Quando deparamos com algo muito bom, não há como não compartilhar com
você, que lê a nossa coluna, já a algum tempo. Esse texto de Míriam Morata, utilizando
fragmentos das composições, diz tudo o que nós também gostaríamos de dizer
sobre Milton Nascimento e seus companheiros de situação (conhecemos e
convivemos com tantos!). Vejam se não tenho razão:
“Eu tinha vinte e poucos anos
e ele cantou pra mim, com essa voz de anjo militante e eu descobri que também
queria tudo isso... “Quero a utopia,
quero tudo e mais/ Quero a alegria muita gente feliz/ Quero que a justiça reine
em meu país/ Quero a liberdade, quero o vinho e o pão/ Quero ser amizade, quero
amor, prazer/ Quero nossa cidade sempre ensolarada/ Os meninos e o povo no poder,
eu quero ver...”
E ele continuou cantando e me revelando a força da Arte e do Querer.

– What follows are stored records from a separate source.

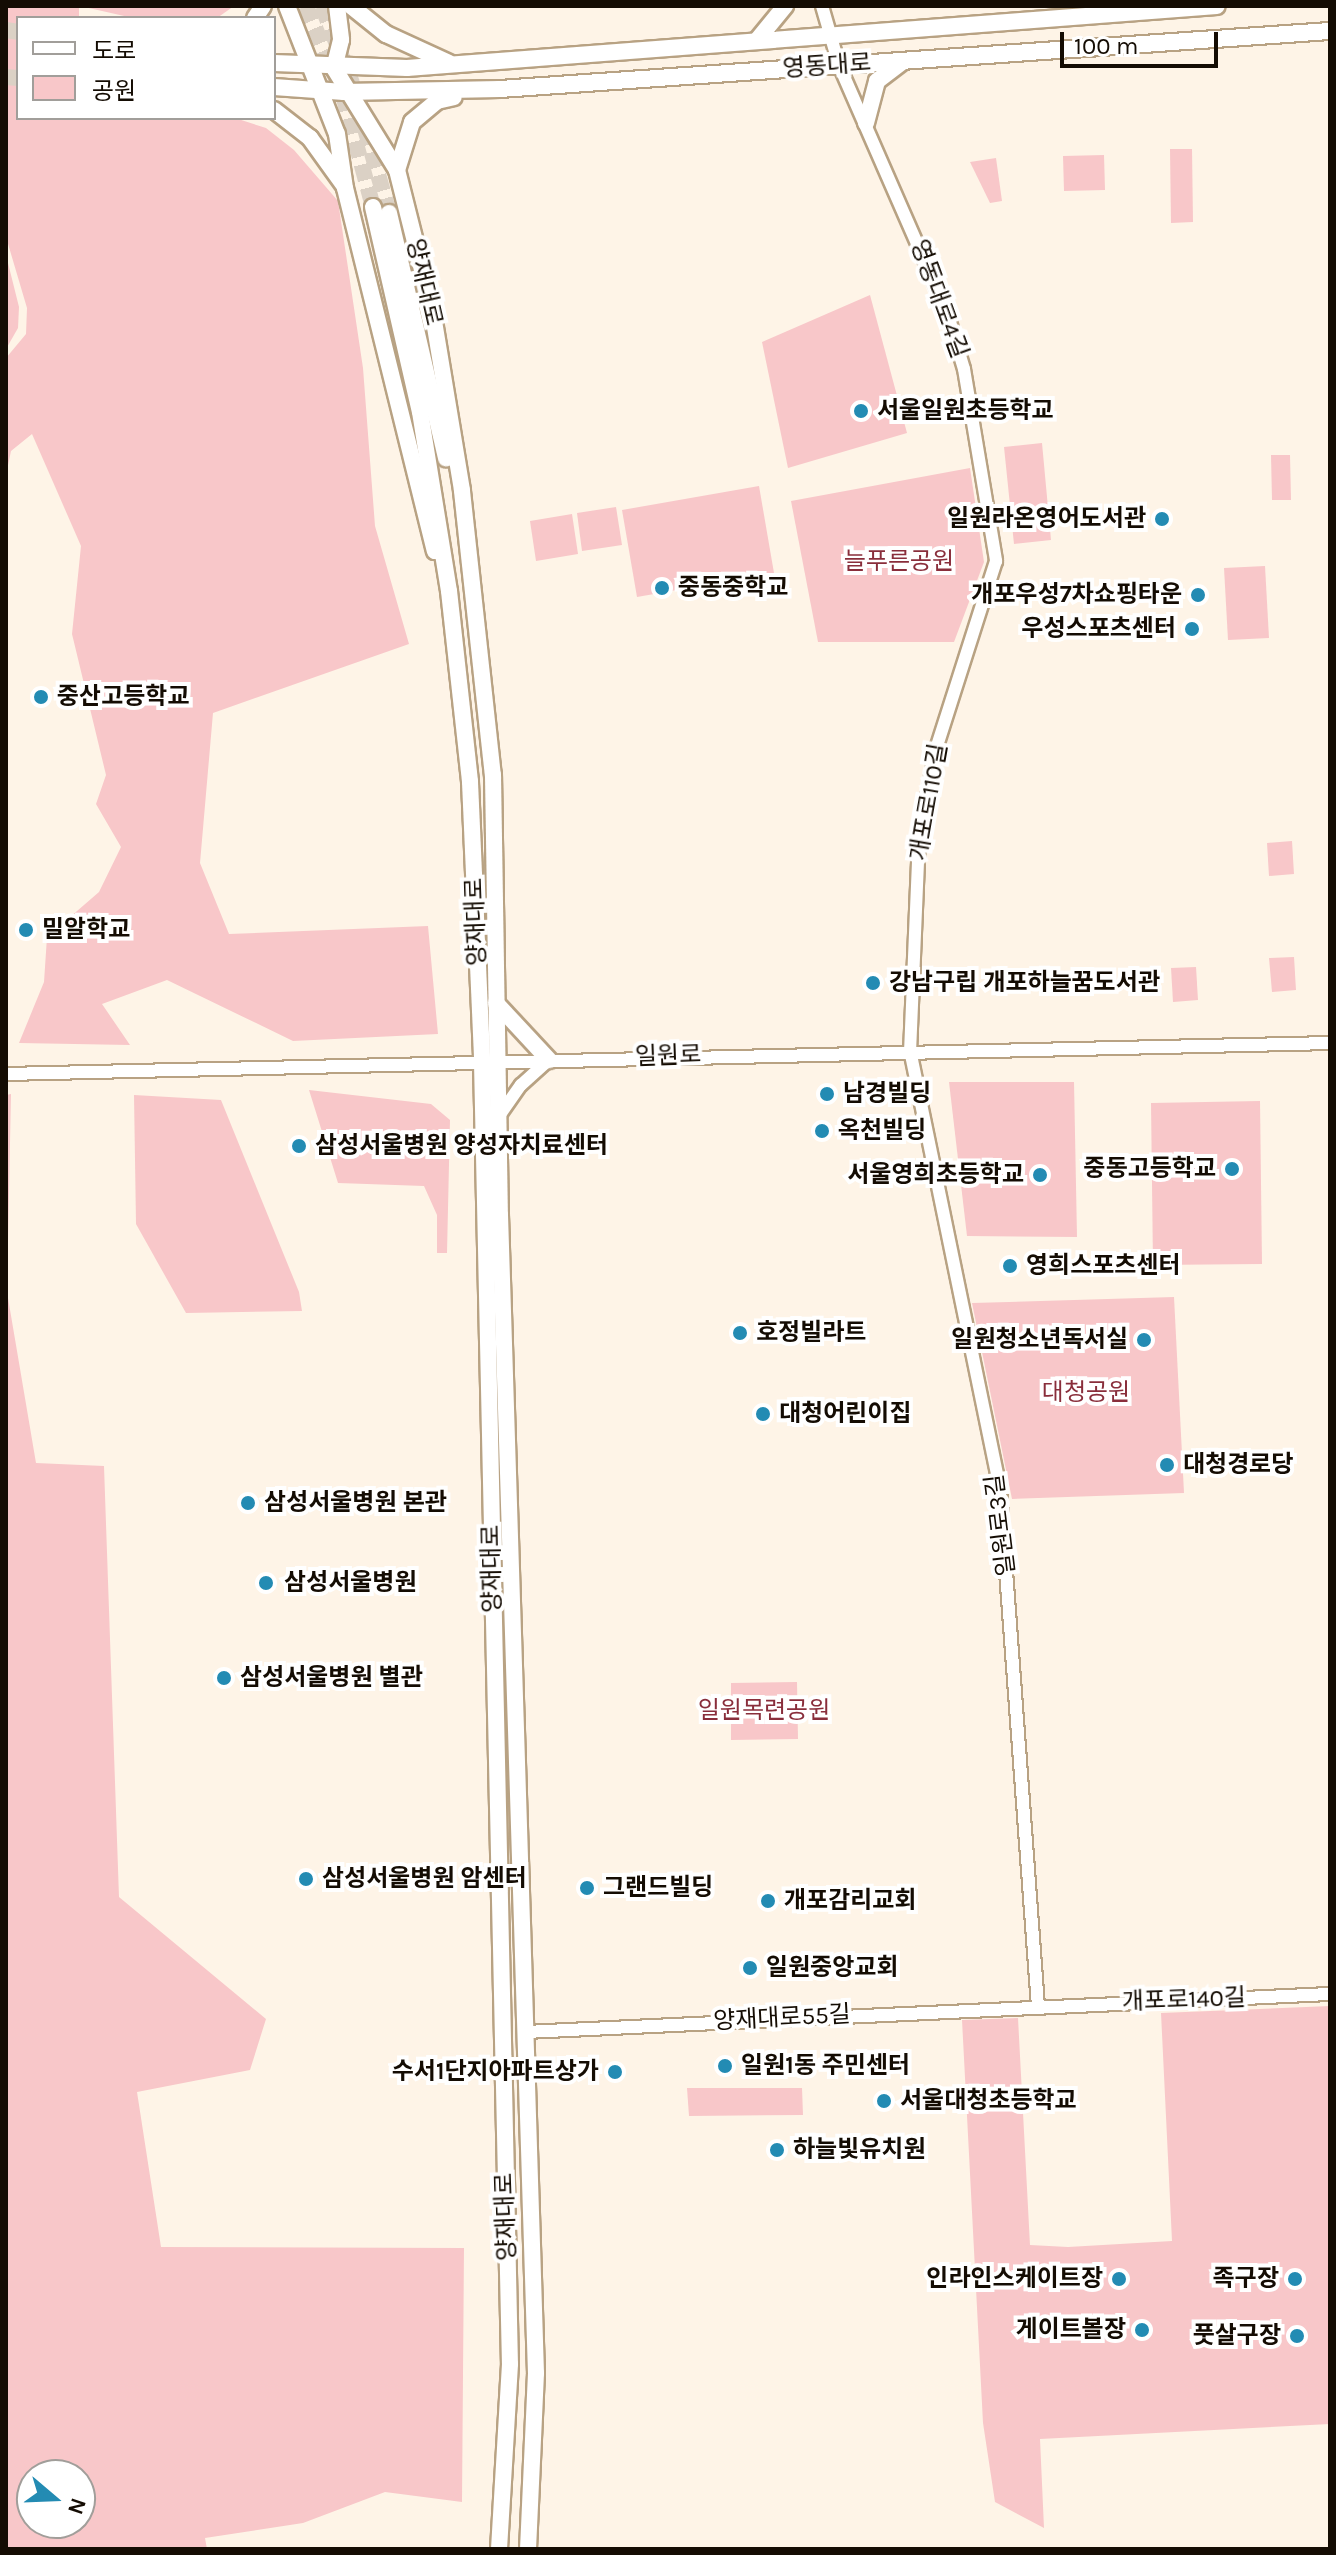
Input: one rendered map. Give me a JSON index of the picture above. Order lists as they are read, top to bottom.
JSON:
{
  "streets": {
    "main road": ["영동대로", "양재대로"],
    "street": [
      "영동대로4길",
      "개포로110길",
      "일원로",
      "일원로3길",
      "개포로140길",
      "양재대로55길"
    ]
  },
  "crossings": [
    ["영동대로", "양재대로"],
    ["영동대로", "영동대로4길"],
    ["양재대로", "일원로"],
    ["양재대로", "양재대로55길"],
    ["영동대로4길", "개포로110길"],
    ["개포로110길", "일원로"],
    ["개포로110길", "일원로3길"],
    ["일원로", "일원로3길"],
    ["일원로3길", "개포로140길"],
    ["일원로3길", "양재대로55길"],
    ["개포로140길", "양재대로55길"]
  ],
  "parks": ["늘푸른공원", "대청공원", "일원목련공원"],
  "places": [
    "서울일원초등학교",
    "일원라온영어도서관",
    "중동중학교",
    "개포우성7차쇼핑타운",
    "우성스포츠센터",
    "중산고등학교",
    "밀알학교",
    "강남구립 개포하늘꿈도서관",
    "남경빌딩",
    "옥천빌딩",
    "삼성서울병원 양성자치료센터",
    "중동고등학교",
    "서울영희초등학교",
    "영희스포츠센터",
    "호정빌라트",
    "일원청소년독서실",
    "대청어린이집",
    "대청경로당",
    "삼성서울병원 본관",
    "삼성서울병원",
    "삼성서울병원 별관",
    "삼성서울병원 암센터",
    "그랜드빌딩",
    "개포감리교회",
    "일원중앙교회",
    "일원1동 주민센터",
    "수서1단지아파트상가",
    "서울대청초등학교",
    "하늘빛유치원",
    "인라인스케이트장",
    "족구장",
    "게이트볼장",
    "풋살구장"
  ],
  "legend": ["도로", "공원"],
  "scale_bar": "100 m",
  "north": "right"
}
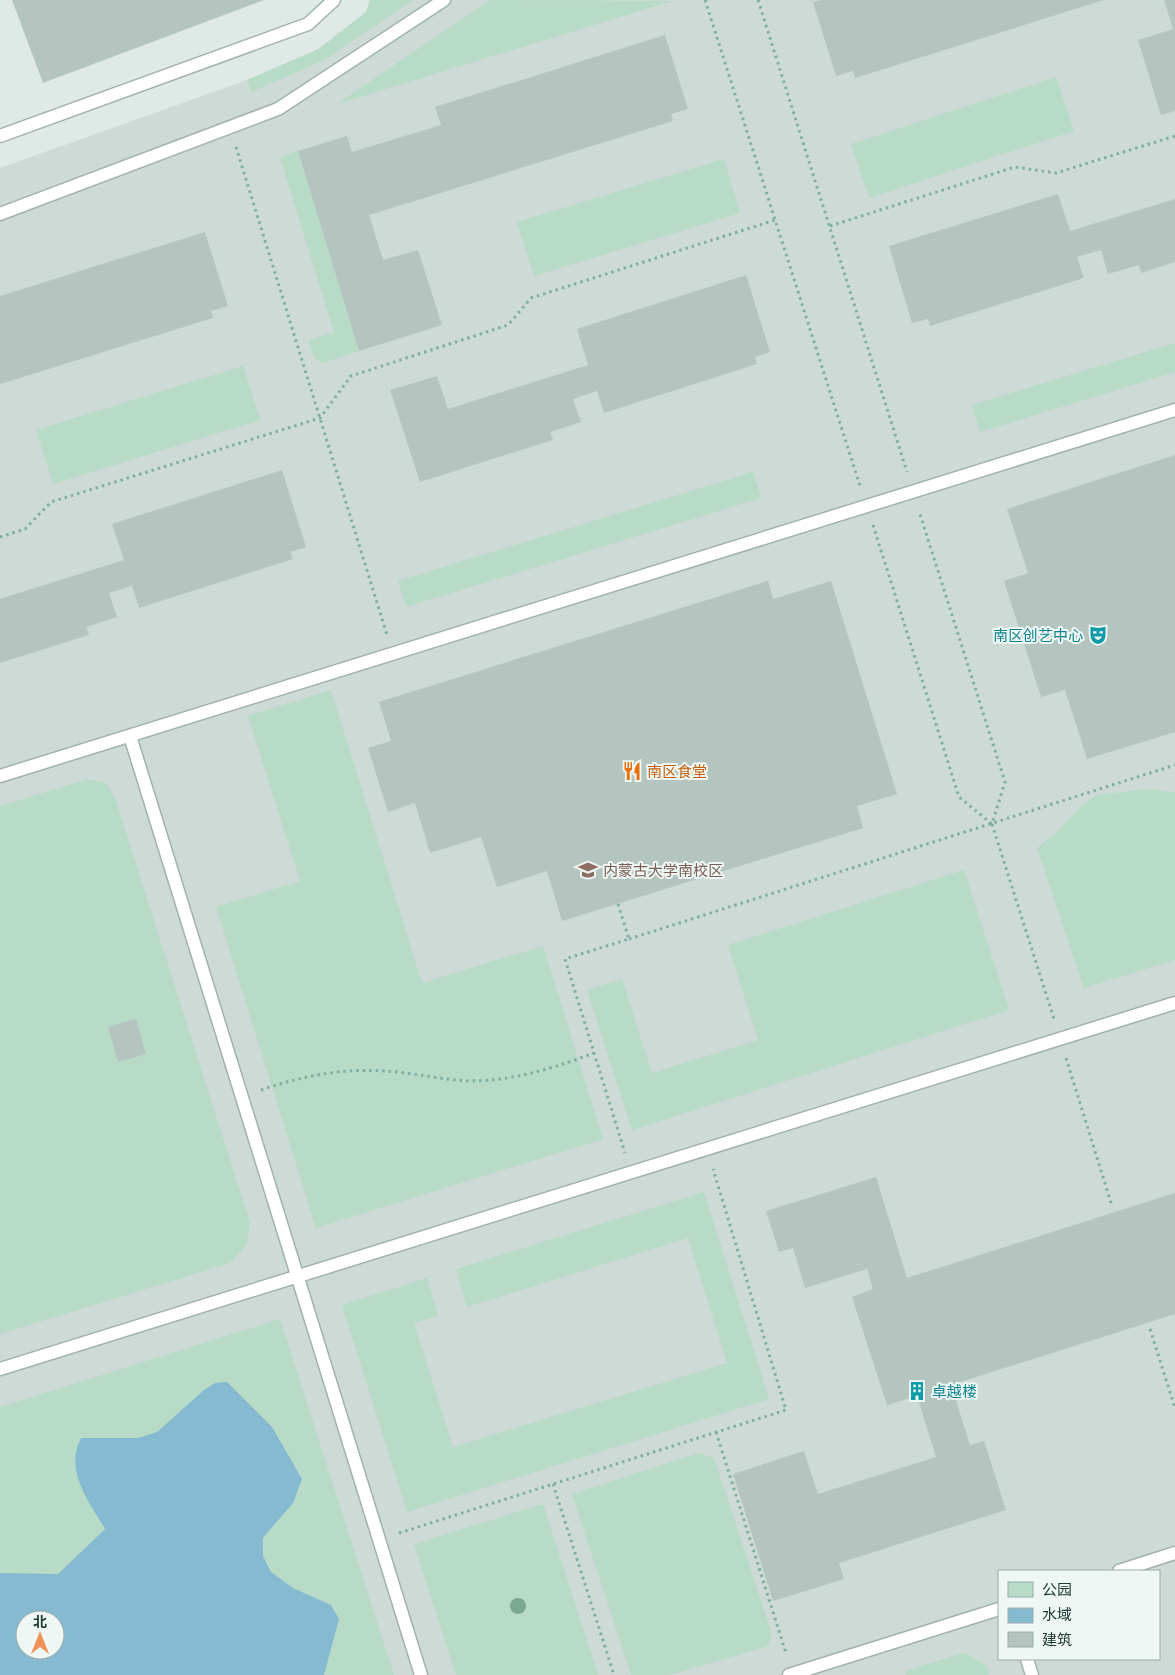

Eu
tinha sonhos imensos, queria engolir a Vida em grandes porções; nunca gostei de
saborear em pequenas doses, e ele foi cantando pra mim, enquanto eu compreendia
esse jogo estranho de existir sem manual, sem bussola, “sem uma câmera na mão”,
mas com uma ideia na cabeça e a trilha sonora perfeita... para minha busca de
sentido, ou minha caçada... “Por tanto
amor, por tanta emoção/ A vida me fez assim/ Doce ou atroz, manso ou feroz/ Eu,
caçador de mim”
Aí hoje eu leio que o Bituca foi diagnosticado com Corpus de Lewy, a
mesma doença do meu pai. E de repente percebo que os meus amigos estão velhos,
os meus heróis e ídolos estão morrendo, ou adoecendo... e eu também. E de
repente eu também descubro, que esse é só mais um desafio do jogo da vida,
significa que passei para o próximo (e último) nível – aprenda com o passado,
viva o agora e continue apostando nos sonhos e paixão. Assim como ele, existem
milhões de velhos demenciados, milhões de cuidadores assustados, esgotados e
doentes, uma multidão invisível que sustenta com seu trabalho gratuito e
exaustivo, a dignidade e a vida de quem ama. Quem sabe a doença do Bituca não
será mais um grito de resistência e denúncia, mesmo que não seja gritando com
essa voz de anjo, tomara que você seja a voz de quem envelhece e adoece
escondido em algum canto da casa.
“Vou seguindo pela vida/ Me
esquecendo de você...” Você é gigante, vai esquecer isso,
mas nós não esqueceremos!
“Agora não pergunto mais pra onde
vai a estrada/ Agora não espero mais aquela madrugada...” A estrada
continua, e nem precisa esperar aquela madrugada, porque ela virá, a estrada
estará sempre ali à espera do caminhante e a gente aprende que nada disso
depende de nós, tudo isso só existe para que realizemos plenamente nosso
propósito, para que a vida tenha significado, mesmo que nunca saibamos qual é
esse propósito, ou inventemos significados, para que o tédio e a solidão não
esmaguem nossa paixão e fé.
Além disso, uma certeza eu tenho... "Há um menino, há um moleque/ Morando sempre no meu coração/ Toda vez
que o adulto balança/ Ele vem pra me dar a mão" Esse ninguém tira de
você.
Ao filho que vai cuidar, eu tenho um conselho... “Nada a temer/ Senão o correr da luta/ Nada a fazer/ Senão esquecer o
medo/ Abrir o peito à força/ Numa procura” Você terá apoio, amigos,
respeito de uma multidão, condições de oferecer o melhor tratamento... mas
cuidar de alguém amado, que vai saindo da nossa vida aos poucos, ainda que o
corpo permaneça conosco é a experiência mais assustadora, solitária e visceral
que você vai experimentar.
É um mergulho na fragilidade, impermanência e impotência humanas. Isso
quebra todas as nossas certezas e a arrogante sensação de que temos algum
controle sobre a Vida. Você vai bater o pé no fundo do poço, sozinho... e
quando voltar, será um ser humano muito melhor e mais preparado para realizar o
sacro oficio de existir.
”E assim chegar e partir/ São só dois lados da mesma viagem/ O trem que chega é o mesmo trem da partida/ A hora do encontro é também despedida...”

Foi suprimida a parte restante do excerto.